It's weird how even things like sex and romance can have a major impact on the perceptions of gender. Even impacting how we identify and define ourselves. It starts with the sexual scripts that are taught to us since childhood that tell us “how we are supposed to feel and act as sexual persons” (Shaw and lee, 163). These sexual scripts ultimately help establish and maintain gender roles and heteronormativity. I understand that this is build into our minds, but it seems really hard to unlearn something like gender roles. Only because the beginnings of these learnt roles start with whether you are brought home from the hospital in a pink or blue blanket. Society needs to be taking baby steps to reverse this way of thinking.
On a different topic, the idea that virginity does not exist really challenges gender roles and heteronormativity.
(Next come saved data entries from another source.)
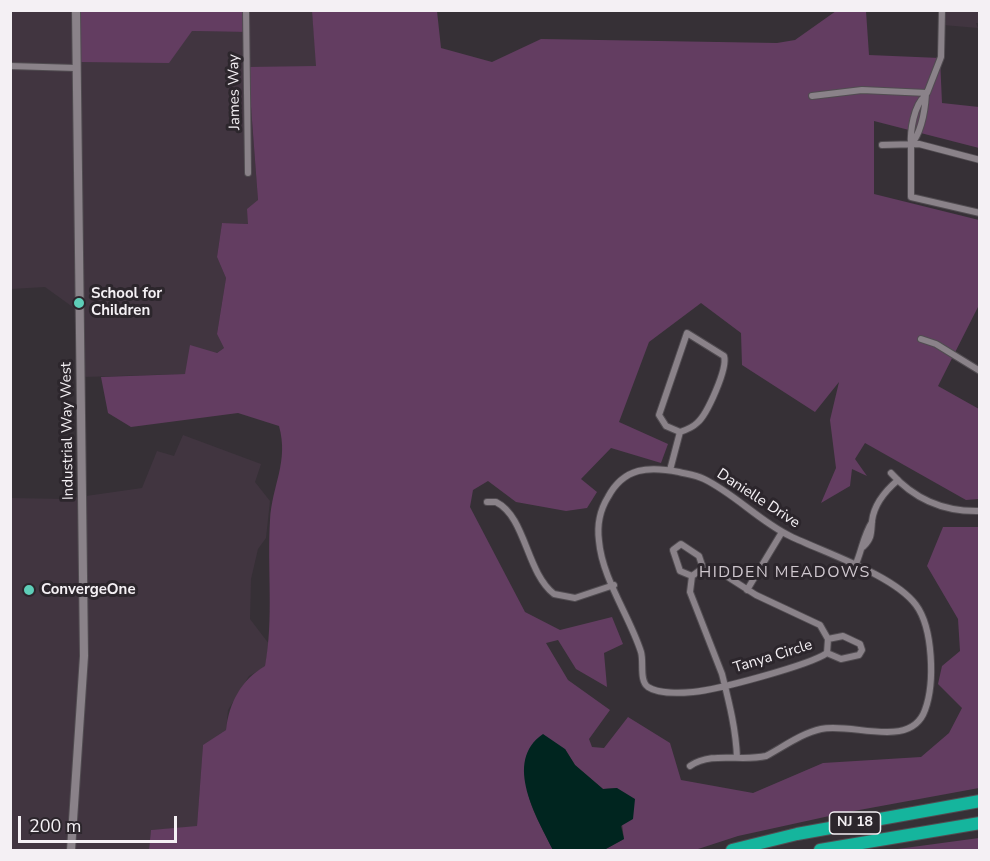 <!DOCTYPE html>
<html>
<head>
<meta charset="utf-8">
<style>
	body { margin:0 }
	#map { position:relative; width:990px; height:861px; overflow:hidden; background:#363036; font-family:"Nunito Sans",sans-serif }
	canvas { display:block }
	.frame { position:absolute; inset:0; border:12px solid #f4f0f4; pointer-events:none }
	.scale { position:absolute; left:18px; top:816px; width:159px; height:27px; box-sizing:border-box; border:3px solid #f4f0f4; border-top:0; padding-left:8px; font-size:18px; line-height:21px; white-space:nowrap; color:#f4f0f4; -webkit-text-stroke:4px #2c262c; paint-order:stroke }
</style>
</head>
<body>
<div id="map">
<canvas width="990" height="861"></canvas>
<div class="frame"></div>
<div class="scale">200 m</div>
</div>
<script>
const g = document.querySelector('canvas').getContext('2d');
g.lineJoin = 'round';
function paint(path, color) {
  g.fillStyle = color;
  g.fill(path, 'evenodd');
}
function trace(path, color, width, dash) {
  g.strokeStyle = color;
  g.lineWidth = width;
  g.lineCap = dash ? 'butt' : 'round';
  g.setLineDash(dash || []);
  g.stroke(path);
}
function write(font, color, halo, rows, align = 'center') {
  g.font = font + ' "Nunito Sans",sans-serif';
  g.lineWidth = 6;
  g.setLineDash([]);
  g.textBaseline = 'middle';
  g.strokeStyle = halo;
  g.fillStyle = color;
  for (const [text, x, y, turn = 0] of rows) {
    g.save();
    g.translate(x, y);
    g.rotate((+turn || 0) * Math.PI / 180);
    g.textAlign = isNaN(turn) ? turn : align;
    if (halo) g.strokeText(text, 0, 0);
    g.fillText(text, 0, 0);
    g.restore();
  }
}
paint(new Path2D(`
	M11 11H77L192 31 247 32 246 11H312L317 67H248L258 200 248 224 222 223 217 257 226 278 217 334 224 348 185 374 83 377 81 313 45 287 11 289Z
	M944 11H979V23H976L978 28 943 25Z
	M183 435 261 464 255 482 270 501 266 538 258 549 251 579 250 619 269 644 265 667 249 676 228 710 226 730 203 746 197 827 151 830 149 850H11V498L65 499 142 488 157 451 174 456Z`), '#413540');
paint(new Path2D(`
	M366 10 437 11 441 48 492 62 541 39 777 43 795 40 836 11H866L869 55 940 58 942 103 979 107V148L874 121V194L979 220V305L938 386 979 409V499L966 500 865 443 855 459 867 476 852 469 850 486 821 503 836 468 830 420 839 382 815 412 742 365 741 333 701 303 649 342 619 422 668 444 661 463 611 448 581 479 597 492 587 508 566 511 516 502 488 481 473 490 470 507 525 612 560 630 612 617 623 644 604 653 607 687 576 669 558 640 546 643 568 680 610 710 589 739 592 747 604 748 628 717 670 743 681 780 753 793 823 763 921 757 949 733 962 708 938 684 942 666 960 651 958 619 927 566 943 527H979V788L843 813 738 836 695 850H604L624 839 617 788 603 789 575 765 565 749 527 755C522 798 535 813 553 850H149L151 830 197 826 203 745 226 730C229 703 241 680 265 666 274 618 267 569 270 520 272 485 289 462 279 426L238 413 131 427 108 413 101 377 185 374 190 345 217 353 224 348 217 334 226 278 217 257 222 223 248 224 247 209 258 200 248 67 316 66 312 11Z
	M77 11H246L247 32 192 31 169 63 79 62Z
	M979 838V850H890Z`), '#633d61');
paint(new Path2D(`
	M543 734 565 749 575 765 603 789 617 788 635 799 633 819 621 826 624 839 604 850H553C538 819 502 762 543 734Z`), '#00251f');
const minor = new Path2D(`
	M246 10 248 173
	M10 66 76 68
	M812 96 862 90 927 93 941 57 942 10
	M925 96C914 105 910 131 911 145 922 131 925 110 926 94
	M882 145 919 144 980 160
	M911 145V197L980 213
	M687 333 724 356C728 368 707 415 697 423 692 428 686 430 680 432L666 426 659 415Z
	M921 339 936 344 980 371
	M670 470 680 432
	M891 473C915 500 944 512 980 511
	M487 502H496C526 517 526 572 554 594L575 598 614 585
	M863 547C872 538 871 534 872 521 874 504 885 491 898 480
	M855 566C862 551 863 536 872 522
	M692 576 680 571 673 550 681 544 699 556 703 568
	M747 590 782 532
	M827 653 841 659 859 655 862 650 860 644 843 636 828 639
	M690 766C712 751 741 762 766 756 783 747 802 733 821 729 852 722 911 750 925 710 935 683 933 628 916 605 894 575 825 553 790 536 759 521 735 494 704 479 696 475 687 474 679 472 649 466 624 467 608 497 600 510 597 526 599 541 602 578 630 617 641 652 644 662 639 681 648 687 658 694 682 693 693 692 717 690 810 665 827 653L828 639 820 625 756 595 720 572 703 568 692 576 690 592 722 674C729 702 736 729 737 758`);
const tertiary = new Path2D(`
	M71 850 84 656 76 10`);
const motorway = new Path2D(`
	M732 850 797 834 980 801
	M820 850 980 823`);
trace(minor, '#514c51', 8);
trace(tertiary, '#514c51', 10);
trace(motorway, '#514c51', 14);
trace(minor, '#8a8289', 6);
trace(tertiary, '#8a8289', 8);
trace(motorway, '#15b59d', 12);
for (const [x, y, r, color] of [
	[79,303,6,"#5eceb8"],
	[29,590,6,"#5eceb8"]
]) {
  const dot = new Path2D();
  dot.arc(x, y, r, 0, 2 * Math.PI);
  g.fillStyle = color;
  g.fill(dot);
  trace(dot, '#2c262c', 2);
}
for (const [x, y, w] of [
	[855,823,51]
]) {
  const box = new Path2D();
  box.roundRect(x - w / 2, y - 11, w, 22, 4.5);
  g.fillStyle = '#2c262c';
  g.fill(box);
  trace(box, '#f4f0f4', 1.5);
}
write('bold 14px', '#f4f0f4', null, [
	["NJ 18",855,823]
]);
write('15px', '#f4f0f4', '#2c262c', [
	["James Way",235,92,-91],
	["Industrial Way West",68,431,-91],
	["Danielle Drive",758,499,33],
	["Tanya Circle",773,657,-17]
]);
write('bold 15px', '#f4f0f4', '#2c262c', [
	["School for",91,294],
	["Children",91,311],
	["ConvergeOne",41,590]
], 'left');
g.letterSpacing = '1.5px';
write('16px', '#cfc7ce', '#2c262c', [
	["HIDDEN MEADOWS",785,573]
]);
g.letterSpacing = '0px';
</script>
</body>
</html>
This is by not giving males a reason to “own” their spouse and it also gives women something that would lessen the discrimination against women who are not virgins. Purity Balls are dances fathers take their young daughters too to make them swear the virginity to there fathers. With this in mind, it seems society has an obsession with young, pure (white) girls. But only girls that are pretty or even “sexy” (ew). Vladimir Nabokov wrote about these kind of young girls in Lolita and calls them Nymphets which is referring to mythical Nymphs that are young female mystical beings that exploit and seduce sexually deprived, older men. This is so extreme in our culture that there's a “daddy complex” with both men and women. Girls with “daddy issues” are praised and are seen as hyper sexual because it gives men a reason to be sexually dominant and/or aggressive (which I'm not against and past no judgment).
In conclusion, everyone should be able to love whom they wish and not have society putting predispositions in your minds that restrict us in relationships. I have come understand this through the essay Romance: Sweet Love where Peck states, “the desire to love is not itself love, love is as love does. Love is an act of will- namely, both an intention and action. Will also impose choice. We do not have to love. We choose to love.”